2. Profiling Workflow

1. Measure: time ./program
2. Hypothesize: Where is time spent?
3. Profile: perf/strace/cProfile
4. Analyze: Find hot spots
5. Optimize: Fix the bottleneck
6. Verify: Re-measure

3. Tool Selection

Task Tool
Basic timing time
CPU sampling perf record
Hardware counters perf stat
Syscall tracing strace -c
Python profiling cProfile, py-spy
Visualization Flamegraphs
Continuous profiling Pyroscope

Further Learning

Books

  • "Systems Performance" by Brendan Gregg
  • "BPF Performance Tools" by Brendan Gregg

Online Resources

Tools to Explore Later

  • bpftrace - High-level tracing language
  • eBPF - In-kernel programmability
  • gprof - Traditional profiler

Troubleshooting

"perf: command not found"

sudo apt install linux-tools-common linux-tools-$(uname -r)

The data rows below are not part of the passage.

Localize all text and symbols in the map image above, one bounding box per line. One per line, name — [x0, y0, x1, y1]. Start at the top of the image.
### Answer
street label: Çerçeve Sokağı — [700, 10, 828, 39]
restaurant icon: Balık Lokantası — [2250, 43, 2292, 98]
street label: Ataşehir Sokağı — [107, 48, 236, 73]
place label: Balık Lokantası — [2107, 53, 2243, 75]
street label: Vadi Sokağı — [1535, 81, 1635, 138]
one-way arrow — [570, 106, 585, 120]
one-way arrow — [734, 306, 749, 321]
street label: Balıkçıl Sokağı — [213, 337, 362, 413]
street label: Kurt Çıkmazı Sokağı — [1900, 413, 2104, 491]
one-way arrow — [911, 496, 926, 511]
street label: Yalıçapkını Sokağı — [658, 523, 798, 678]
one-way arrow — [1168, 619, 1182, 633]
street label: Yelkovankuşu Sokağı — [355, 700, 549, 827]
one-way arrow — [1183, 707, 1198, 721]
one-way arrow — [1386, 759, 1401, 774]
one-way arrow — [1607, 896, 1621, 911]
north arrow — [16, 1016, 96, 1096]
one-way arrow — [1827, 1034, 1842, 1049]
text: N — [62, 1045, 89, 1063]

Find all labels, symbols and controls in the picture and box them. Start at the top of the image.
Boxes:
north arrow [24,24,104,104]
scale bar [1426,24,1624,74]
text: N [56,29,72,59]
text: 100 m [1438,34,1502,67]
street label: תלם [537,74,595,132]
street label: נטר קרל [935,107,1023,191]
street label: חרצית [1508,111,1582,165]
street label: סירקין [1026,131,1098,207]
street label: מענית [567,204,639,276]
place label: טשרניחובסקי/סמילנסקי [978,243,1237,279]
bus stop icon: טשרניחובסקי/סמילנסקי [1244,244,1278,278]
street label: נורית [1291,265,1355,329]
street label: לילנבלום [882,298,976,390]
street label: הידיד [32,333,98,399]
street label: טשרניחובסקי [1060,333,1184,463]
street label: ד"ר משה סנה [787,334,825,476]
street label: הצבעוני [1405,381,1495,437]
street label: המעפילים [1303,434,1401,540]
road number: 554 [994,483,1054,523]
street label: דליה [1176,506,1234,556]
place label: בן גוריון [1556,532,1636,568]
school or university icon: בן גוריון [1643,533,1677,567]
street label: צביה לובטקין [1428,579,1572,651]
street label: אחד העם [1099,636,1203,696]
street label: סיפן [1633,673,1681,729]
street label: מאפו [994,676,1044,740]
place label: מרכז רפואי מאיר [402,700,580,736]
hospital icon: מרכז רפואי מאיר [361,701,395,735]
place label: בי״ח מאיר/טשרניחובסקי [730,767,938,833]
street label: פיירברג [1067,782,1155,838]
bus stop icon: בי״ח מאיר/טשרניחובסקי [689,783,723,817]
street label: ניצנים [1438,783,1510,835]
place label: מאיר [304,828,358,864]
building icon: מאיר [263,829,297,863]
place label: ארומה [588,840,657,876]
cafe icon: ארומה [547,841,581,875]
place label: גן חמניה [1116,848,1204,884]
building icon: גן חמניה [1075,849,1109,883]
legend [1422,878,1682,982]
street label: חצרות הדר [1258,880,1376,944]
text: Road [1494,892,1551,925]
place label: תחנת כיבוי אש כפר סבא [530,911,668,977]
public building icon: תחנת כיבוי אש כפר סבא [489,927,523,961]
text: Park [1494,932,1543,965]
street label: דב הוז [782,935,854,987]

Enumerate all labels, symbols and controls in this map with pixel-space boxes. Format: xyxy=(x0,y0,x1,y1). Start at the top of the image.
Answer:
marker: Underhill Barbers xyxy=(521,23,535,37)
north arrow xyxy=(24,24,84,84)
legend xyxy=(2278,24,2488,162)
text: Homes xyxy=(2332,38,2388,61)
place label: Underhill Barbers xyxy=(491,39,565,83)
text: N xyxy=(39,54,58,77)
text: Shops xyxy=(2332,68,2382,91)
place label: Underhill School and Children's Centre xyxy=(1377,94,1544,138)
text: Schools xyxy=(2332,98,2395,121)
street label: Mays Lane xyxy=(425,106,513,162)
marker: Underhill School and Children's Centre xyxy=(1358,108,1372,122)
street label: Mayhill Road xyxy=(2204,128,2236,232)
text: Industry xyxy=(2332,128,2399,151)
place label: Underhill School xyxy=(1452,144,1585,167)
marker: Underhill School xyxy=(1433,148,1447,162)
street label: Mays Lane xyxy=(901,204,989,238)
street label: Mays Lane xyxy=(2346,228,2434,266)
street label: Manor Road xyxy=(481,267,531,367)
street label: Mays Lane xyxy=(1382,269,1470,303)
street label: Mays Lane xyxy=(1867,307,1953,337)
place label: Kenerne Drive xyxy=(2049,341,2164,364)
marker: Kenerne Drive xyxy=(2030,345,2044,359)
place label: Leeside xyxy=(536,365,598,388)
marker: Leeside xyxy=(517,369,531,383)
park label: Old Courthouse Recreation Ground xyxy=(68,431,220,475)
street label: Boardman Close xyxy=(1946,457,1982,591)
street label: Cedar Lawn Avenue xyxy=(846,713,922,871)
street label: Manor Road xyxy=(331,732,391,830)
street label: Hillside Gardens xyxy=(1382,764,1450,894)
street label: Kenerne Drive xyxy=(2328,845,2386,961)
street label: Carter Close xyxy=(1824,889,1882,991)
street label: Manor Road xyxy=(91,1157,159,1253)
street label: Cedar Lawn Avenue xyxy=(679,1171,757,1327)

"Access to performance monitoring operations is limited"

sudo sysctl -w kernel.perf_event_paranoid=1

"py-spy: Permission denied"

Either run as root or use --nonblocking:

sudo py-spy record -o profile.svg -- python3 script.py
# Or:
py-spy record --nonblocking -o profile.svg -- python3 script.py

"No debug symbols"

Recompile with -g:

gcc -O2 -g -o program program.c

Feedback

Found an issue? Have suggestions? Please provide feedback to your instructor!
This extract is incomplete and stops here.